● EXERCISE INSTRUCTIONS
Match the string "Nagaraj" against each line below, and copy every line that matches.

● RECORDS FOR THE TASK
────────────────────

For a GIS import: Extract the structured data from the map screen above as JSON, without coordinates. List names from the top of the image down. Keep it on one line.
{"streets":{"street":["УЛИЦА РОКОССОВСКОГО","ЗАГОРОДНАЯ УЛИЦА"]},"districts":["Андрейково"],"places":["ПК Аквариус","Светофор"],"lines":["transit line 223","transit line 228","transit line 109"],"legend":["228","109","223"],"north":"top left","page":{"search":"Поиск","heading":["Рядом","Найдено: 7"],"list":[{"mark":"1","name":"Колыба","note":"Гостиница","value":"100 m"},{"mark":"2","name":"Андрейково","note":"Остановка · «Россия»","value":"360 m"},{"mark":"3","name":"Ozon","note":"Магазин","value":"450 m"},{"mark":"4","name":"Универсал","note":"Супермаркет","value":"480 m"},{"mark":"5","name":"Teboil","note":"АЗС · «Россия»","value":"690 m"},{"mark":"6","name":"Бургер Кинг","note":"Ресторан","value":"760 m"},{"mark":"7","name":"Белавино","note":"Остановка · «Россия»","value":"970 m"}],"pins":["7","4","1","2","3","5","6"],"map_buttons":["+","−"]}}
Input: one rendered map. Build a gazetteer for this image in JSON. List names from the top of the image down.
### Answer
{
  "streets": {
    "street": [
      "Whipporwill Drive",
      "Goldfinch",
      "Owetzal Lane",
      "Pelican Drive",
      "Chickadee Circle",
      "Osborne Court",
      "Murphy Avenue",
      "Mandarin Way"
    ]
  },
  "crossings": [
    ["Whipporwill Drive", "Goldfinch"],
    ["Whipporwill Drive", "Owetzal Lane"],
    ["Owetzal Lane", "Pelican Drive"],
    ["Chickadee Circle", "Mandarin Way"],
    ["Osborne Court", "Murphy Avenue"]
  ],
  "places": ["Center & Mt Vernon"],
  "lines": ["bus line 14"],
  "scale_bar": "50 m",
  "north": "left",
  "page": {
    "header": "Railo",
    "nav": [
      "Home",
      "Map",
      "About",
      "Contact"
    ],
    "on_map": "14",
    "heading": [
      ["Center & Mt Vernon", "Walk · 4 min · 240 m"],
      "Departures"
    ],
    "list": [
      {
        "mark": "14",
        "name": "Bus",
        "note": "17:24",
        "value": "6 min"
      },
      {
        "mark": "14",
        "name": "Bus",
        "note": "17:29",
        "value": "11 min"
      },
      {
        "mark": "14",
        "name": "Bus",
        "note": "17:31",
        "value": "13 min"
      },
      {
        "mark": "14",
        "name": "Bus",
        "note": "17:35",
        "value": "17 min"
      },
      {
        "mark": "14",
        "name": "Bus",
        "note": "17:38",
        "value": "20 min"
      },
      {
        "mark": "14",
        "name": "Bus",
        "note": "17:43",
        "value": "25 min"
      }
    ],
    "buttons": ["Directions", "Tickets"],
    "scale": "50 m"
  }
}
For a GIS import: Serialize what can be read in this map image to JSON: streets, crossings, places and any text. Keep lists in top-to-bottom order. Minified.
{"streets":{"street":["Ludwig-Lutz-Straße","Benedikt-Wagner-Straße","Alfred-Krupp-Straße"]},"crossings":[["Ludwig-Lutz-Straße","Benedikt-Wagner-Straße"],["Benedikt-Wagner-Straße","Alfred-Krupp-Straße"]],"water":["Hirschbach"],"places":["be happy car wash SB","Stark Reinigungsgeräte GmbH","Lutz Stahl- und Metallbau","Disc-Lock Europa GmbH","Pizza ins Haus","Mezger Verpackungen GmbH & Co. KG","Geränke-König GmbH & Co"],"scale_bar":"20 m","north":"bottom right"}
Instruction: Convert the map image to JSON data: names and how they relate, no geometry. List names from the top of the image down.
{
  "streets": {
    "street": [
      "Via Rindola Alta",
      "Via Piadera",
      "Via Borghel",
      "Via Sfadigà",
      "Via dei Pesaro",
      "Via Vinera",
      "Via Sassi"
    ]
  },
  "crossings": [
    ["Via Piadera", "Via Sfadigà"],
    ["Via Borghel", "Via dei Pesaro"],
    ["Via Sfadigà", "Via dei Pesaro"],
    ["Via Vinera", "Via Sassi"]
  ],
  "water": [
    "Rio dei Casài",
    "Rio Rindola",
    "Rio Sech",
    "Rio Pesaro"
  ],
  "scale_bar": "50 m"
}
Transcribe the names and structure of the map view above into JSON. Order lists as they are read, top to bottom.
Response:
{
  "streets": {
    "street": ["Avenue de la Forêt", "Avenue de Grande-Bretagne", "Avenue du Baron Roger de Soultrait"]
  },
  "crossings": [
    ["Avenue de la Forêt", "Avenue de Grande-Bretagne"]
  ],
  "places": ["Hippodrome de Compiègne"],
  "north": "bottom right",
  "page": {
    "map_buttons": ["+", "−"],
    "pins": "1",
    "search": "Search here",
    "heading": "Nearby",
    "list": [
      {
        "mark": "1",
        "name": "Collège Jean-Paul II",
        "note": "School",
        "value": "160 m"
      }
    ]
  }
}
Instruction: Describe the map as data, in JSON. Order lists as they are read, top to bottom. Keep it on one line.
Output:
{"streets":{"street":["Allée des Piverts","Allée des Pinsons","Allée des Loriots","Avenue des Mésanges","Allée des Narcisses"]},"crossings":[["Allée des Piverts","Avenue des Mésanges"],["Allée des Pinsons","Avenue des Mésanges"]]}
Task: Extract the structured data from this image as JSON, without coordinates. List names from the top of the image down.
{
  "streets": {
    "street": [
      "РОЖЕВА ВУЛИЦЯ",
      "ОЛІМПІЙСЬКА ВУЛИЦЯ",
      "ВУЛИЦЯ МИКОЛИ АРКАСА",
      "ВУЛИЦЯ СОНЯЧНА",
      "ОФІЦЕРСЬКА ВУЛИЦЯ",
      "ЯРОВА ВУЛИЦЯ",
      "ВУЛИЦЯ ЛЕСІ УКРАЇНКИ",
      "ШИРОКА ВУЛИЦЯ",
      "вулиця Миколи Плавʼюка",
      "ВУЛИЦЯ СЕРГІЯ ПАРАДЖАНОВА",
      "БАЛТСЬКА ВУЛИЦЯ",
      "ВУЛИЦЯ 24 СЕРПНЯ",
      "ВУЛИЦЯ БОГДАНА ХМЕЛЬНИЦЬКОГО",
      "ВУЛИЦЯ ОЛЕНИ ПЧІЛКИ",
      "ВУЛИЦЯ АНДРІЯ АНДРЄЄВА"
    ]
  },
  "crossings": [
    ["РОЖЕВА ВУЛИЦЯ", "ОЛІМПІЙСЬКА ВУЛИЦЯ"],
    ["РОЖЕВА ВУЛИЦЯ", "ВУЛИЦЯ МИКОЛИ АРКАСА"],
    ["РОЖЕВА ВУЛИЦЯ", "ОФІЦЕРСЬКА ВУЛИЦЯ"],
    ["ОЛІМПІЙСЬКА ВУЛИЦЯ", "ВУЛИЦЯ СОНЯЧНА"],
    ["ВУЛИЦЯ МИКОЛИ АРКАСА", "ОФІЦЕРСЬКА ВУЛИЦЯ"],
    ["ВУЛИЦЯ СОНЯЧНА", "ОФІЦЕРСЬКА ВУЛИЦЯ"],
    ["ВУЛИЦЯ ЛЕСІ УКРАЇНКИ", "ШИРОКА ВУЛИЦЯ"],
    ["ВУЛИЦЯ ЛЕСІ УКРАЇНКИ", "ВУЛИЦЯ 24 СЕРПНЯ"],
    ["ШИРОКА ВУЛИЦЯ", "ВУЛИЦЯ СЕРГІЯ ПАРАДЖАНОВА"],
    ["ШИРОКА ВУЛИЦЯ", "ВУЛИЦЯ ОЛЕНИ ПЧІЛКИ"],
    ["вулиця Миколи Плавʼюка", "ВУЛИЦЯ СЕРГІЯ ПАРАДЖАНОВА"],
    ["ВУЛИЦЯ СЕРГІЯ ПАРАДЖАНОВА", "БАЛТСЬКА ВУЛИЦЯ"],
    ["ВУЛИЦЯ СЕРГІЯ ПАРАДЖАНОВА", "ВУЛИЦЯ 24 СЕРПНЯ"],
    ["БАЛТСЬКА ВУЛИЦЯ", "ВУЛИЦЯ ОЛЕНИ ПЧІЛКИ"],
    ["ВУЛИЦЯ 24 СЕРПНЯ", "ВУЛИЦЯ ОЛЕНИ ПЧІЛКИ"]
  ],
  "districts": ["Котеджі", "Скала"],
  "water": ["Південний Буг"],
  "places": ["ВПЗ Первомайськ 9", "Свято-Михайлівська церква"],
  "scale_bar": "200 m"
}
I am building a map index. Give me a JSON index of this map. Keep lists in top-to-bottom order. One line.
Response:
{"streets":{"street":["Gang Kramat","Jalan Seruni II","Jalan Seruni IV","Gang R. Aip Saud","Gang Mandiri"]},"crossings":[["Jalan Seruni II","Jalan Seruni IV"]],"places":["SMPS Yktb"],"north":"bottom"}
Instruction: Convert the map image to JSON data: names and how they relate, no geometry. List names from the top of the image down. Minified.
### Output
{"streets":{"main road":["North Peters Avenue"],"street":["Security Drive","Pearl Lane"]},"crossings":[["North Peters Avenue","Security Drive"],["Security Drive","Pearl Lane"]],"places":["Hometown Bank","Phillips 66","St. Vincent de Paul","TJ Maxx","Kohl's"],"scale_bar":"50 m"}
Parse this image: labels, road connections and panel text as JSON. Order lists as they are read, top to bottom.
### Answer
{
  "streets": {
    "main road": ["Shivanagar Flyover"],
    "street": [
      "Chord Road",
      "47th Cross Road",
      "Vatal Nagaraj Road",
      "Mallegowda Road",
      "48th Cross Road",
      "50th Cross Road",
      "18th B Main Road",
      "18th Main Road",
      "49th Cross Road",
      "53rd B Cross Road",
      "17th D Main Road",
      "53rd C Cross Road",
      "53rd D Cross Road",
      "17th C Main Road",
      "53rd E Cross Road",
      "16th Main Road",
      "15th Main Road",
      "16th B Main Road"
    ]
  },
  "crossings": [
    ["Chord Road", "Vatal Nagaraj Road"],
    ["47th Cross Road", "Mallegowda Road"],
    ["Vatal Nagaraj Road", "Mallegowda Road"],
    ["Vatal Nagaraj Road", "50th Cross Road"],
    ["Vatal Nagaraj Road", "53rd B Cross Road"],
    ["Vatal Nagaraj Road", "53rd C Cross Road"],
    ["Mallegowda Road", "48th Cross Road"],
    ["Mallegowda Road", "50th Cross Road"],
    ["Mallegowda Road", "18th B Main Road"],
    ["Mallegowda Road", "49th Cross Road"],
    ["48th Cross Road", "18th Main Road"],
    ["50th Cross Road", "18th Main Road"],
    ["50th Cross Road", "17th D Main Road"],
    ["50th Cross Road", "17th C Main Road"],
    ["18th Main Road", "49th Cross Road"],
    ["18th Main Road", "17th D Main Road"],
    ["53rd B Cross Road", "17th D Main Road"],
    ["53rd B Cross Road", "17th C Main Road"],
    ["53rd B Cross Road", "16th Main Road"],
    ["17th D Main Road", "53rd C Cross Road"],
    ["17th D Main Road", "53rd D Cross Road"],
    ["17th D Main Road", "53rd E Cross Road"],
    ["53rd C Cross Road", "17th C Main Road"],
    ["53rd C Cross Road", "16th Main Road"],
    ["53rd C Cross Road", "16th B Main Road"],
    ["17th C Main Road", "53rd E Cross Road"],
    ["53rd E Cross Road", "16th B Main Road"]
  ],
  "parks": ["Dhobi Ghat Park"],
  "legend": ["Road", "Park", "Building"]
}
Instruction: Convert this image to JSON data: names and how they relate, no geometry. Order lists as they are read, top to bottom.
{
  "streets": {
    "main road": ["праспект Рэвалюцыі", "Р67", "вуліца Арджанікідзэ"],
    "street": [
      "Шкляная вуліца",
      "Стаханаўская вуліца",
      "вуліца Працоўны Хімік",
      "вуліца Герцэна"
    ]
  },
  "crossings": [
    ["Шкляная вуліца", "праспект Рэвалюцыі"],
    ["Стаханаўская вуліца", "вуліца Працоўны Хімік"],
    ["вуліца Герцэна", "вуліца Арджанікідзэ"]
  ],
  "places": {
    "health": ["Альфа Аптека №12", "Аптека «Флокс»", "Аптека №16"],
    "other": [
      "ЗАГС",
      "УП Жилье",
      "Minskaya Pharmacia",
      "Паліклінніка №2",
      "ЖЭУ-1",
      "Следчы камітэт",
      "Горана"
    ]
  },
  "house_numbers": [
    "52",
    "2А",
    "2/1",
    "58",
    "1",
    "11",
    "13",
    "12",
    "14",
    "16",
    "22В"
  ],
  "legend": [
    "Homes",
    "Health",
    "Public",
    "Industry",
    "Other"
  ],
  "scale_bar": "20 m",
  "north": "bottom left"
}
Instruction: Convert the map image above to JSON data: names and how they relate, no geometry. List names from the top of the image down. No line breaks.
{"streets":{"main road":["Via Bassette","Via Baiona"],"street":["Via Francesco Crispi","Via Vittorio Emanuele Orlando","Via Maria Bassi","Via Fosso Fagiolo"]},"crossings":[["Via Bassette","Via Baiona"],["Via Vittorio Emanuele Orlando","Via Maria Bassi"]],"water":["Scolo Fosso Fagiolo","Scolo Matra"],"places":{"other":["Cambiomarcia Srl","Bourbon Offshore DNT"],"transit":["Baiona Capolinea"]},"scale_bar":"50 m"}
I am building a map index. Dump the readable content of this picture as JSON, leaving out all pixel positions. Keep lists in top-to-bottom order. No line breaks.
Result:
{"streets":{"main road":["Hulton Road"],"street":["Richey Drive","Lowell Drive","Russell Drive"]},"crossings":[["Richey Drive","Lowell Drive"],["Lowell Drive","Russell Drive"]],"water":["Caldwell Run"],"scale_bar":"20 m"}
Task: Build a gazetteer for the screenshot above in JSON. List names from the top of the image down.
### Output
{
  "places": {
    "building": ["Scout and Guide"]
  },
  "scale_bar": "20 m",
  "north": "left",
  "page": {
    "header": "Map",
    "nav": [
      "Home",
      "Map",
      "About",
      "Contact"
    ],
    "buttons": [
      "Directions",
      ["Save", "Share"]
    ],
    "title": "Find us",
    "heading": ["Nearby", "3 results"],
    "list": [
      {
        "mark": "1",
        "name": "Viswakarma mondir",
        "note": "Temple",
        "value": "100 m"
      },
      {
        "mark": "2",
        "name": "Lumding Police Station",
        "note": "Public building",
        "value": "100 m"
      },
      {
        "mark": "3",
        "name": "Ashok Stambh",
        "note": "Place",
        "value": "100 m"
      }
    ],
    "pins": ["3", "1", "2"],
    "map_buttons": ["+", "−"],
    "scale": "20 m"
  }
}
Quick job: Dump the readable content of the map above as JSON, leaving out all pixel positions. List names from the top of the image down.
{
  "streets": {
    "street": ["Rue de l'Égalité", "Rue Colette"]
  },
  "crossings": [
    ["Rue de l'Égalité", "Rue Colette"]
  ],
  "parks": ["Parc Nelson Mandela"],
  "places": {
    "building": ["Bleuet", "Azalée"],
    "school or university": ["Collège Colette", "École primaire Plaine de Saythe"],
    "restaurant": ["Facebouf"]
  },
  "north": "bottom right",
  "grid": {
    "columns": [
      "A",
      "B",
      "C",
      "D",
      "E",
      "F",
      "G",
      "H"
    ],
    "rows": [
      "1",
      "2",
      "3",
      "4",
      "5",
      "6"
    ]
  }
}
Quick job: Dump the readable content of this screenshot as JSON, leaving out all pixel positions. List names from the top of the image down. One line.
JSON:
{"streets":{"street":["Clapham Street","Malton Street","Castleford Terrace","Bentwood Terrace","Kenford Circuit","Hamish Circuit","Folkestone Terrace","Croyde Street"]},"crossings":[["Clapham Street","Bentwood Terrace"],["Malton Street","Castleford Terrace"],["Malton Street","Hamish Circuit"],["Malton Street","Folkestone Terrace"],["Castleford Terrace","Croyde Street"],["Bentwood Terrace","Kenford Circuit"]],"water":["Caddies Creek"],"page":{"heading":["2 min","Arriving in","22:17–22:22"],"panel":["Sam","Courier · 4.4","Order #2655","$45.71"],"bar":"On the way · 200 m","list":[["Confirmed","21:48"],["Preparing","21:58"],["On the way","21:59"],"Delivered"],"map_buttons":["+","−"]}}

────────────────────

● WRITTEN ANSWER
      "Vatal Nagaraj Road",
    ["Chord Road", "Vatal Nagaraj Road"],
    ["Vatal Nagaraj Road", "Mallegowda Road"],
    ["Vatal Nagaraj Road", "50th Cross Road"],
    ["Vatal Nagaraj Road", "53rd B Cross Road"],
    ["Vatal Nagaraj Road", "53rd C Cross Road"],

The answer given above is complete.